Healthcare proximity is a real concern for aging city folks contemplating a permanent move to the country. They’re accustomed to a hospital down the street. To pharmacies a block or two from home.

They’re used to deliveries, too, of medicine and food.

I had a lot of experience with these matters at Winedale during the time Hale was ill, even prior to the pandemic.

For one emergency I drove him at night to the ER at Houston’s Methodist Hospital.

Hale’s illnesses wore a life and death costume that invested them with significance.

But there are others that feel more like comedy, colored with pain. That’s the kind I’m enjoying now.

I was buying organic fertilizer, a brand that comes in plastic jars and looks like seeds. I bought three jars, two large, one small. The woman at the cash register placed them in a cardboard tray with handholds.

We were chatting when I began to carry it like a tray of sandwiches toward the door.

I knew after the first five steps that I had made a mistake, but there was no one to hand it off to. By the time help arrived, the damage had been done.

That was on June 4. The effects of the twinge I’d felt began to spread. Everything I did seemed to make it worse—unloading the dishwasher, opening the big cans where I store birdseed, sliding groceries out of the car.

Sleeping, too. Sitting. As days passed and the pain increased I realized that I needed to go to Houston to see my doctor.

Thus began my excursion through modern American medical practice. The experience is frustrating on every side.

I’ve seen toddlers try to do what physicians do every day. That is, fit all these square and angular blocks into round holes. It doesn’t work for twoyear- olds much better than it does for the patients of modern medicine.

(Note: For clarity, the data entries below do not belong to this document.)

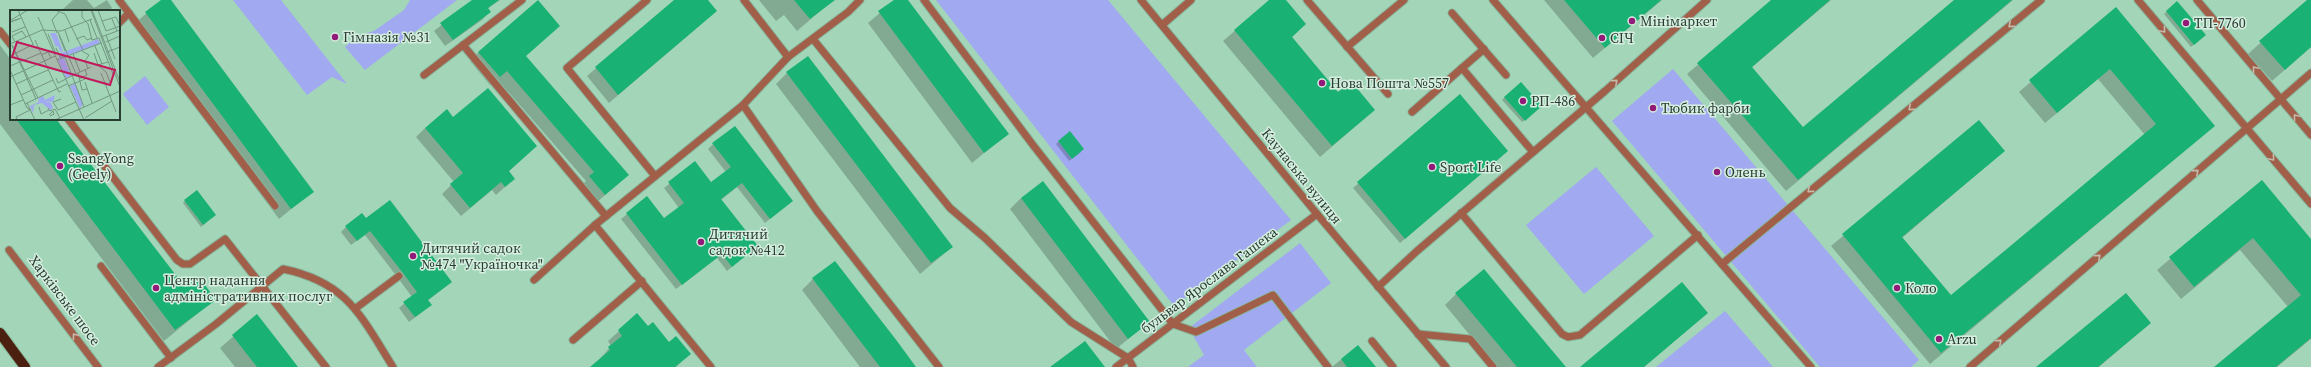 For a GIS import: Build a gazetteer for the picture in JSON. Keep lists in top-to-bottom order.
{
  "streets": {
    "street": ["Каунаська вулиця", "бульвар Ярослава Гашека", "Харківське шосе"]
  },
  "crossings": [
    ["Каунаська вулиця", "бульвар Ярослава Гашека"]
  ],
  "one_way": ["Харківське шосе"],
  "places": [
    "Мінімаркет",
    "ТП-7760",
    "Гімназія №31",
    "СІЧ",
    "Нова Пошта №557",
    "РП-486",
    "Тюбик фарби",
    "SsangYong (Geely)",
    "Sport Life",
    "Олень",
    "Дитячий садок №412",
    "Дитячий садок №474 \"Україночка\"",
    "Центр надання адміністративних послуг",
    "Коло",
    "Arzu"
  ]
} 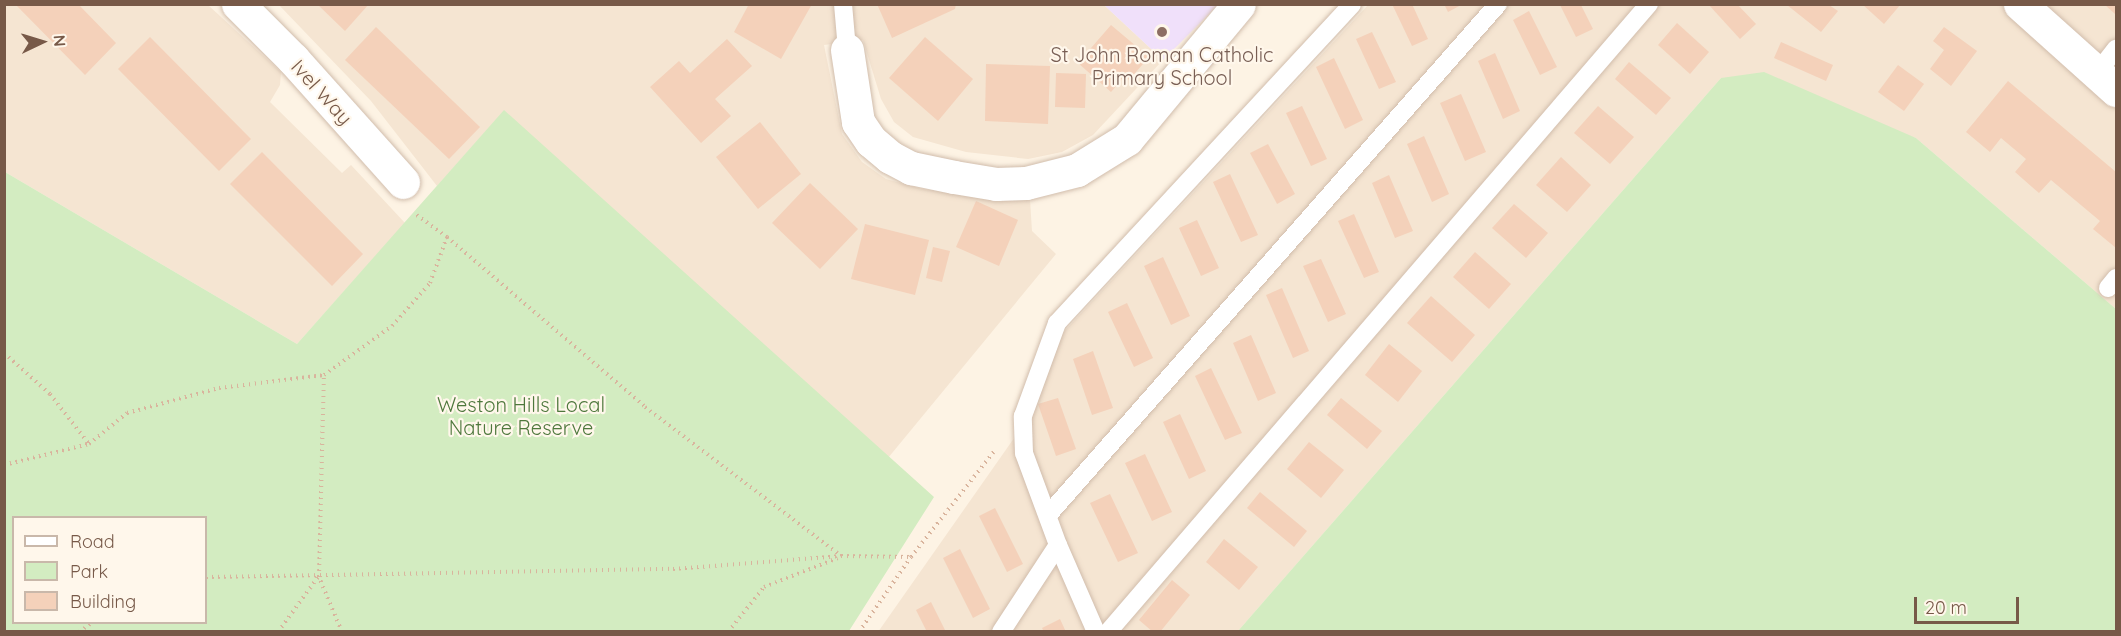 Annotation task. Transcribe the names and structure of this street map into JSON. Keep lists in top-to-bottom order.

And, of course, the term “patient” is well chosen for the hopeful recipient of care. Because the medical machine into which she steps moves “exceeding slow.” Continued from Page D1

“It’s a process,” the nurse practitioner tells me with a straight face. She hasn’t noticed, you see, that it’s this farce written by playwrights we’ve never met and don’t really like. And we’re both playing our roles.

I’ve logged x-rays, consultations, an ER visit, a CT scan, two prescriptions that made me sicker, and a prescription Lidocaine patch that at least stops the pain for as long as I’m allowed to wear it.

What could have been done in three days has taken two weeks in a process of trial and error. And pain still wakes me in the night.

The internist reads the CT scan and sends me to a pain management doctor in the third week.

At last, a chance at actual pain relief. A cortisone shot.

Nope. Not quite yet.

First, one more test--a new, fancy, full body nuclear bone scan that will allow exact placement of the cortisone.

Well, we certainly want that, don’t we? Placed wrong, it would do no good.

But before it can happen, two more weeks will be consumed in scheduling—two weeks minus six days of holidays.

That means I’ll miss my birthday trip to see my grandchildren— a big birthday, this year, as luck would have it. There was to be a celebration.

“Oh, you can celebrate that anytime,” a friend tells me.

And of course, she’s right. How I may feel about it is of no interest to anyone.